__What needs to be done__
Scan the entries below for the string "street" and copy every line where it turns up.

__Exercise data__
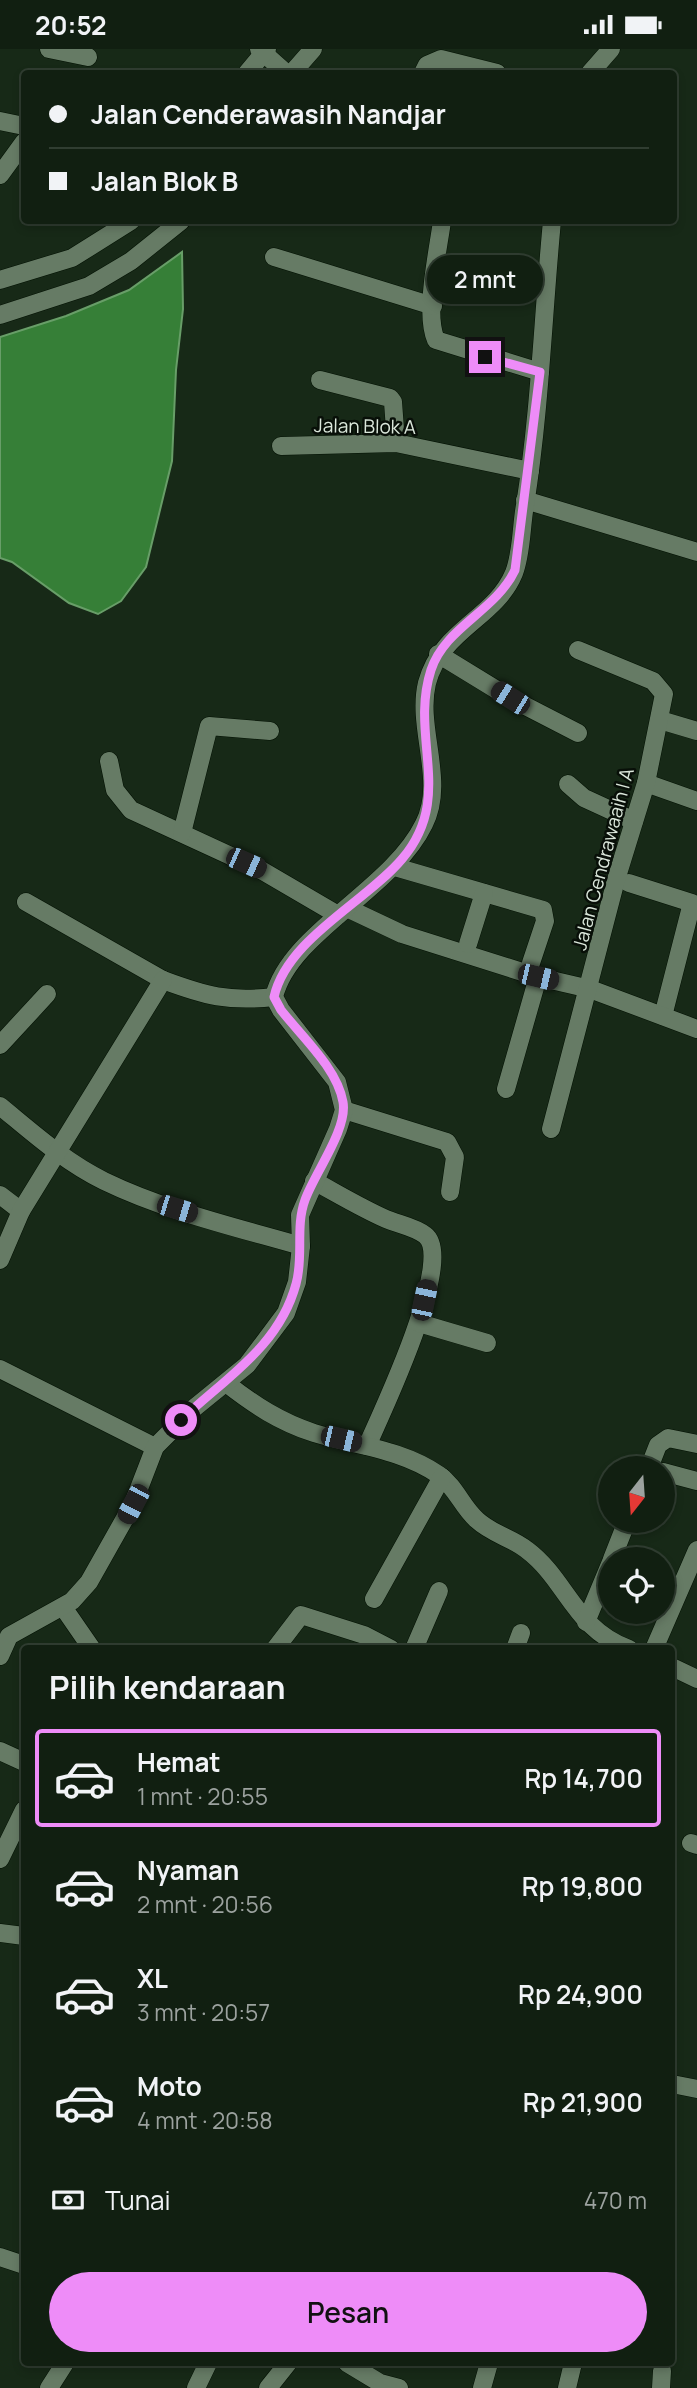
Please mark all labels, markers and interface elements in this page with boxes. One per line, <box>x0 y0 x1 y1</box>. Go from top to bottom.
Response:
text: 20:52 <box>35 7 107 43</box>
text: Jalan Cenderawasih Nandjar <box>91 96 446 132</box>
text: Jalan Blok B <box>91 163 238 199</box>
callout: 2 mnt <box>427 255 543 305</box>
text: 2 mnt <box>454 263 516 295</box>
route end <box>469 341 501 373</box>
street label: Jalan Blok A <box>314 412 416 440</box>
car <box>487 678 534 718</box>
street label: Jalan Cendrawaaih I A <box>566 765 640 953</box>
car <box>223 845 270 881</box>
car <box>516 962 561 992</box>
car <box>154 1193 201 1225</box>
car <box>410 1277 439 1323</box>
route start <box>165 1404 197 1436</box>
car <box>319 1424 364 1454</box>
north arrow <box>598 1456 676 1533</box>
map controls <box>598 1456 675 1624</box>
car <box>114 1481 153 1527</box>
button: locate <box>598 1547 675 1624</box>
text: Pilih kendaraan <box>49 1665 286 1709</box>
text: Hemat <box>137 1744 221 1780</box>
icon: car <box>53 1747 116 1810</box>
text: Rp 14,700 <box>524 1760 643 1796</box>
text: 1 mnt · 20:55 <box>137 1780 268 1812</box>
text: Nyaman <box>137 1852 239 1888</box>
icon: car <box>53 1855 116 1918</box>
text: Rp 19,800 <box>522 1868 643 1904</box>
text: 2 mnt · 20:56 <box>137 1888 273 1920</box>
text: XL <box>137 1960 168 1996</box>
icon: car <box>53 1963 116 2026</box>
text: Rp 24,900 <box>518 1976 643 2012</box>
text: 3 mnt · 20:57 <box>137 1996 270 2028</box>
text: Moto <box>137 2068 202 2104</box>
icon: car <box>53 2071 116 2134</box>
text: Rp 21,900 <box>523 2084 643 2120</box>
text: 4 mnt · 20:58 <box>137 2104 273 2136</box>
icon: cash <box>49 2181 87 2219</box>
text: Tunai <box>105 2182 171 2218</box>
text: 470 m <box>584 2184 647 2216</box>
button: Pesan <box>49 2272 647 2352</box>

__Task output__
street label: Jalan Blok A <box>314 412 416 440</box>
street label: Jalan Cendrawaaih I A <box>566 765 640 953</box>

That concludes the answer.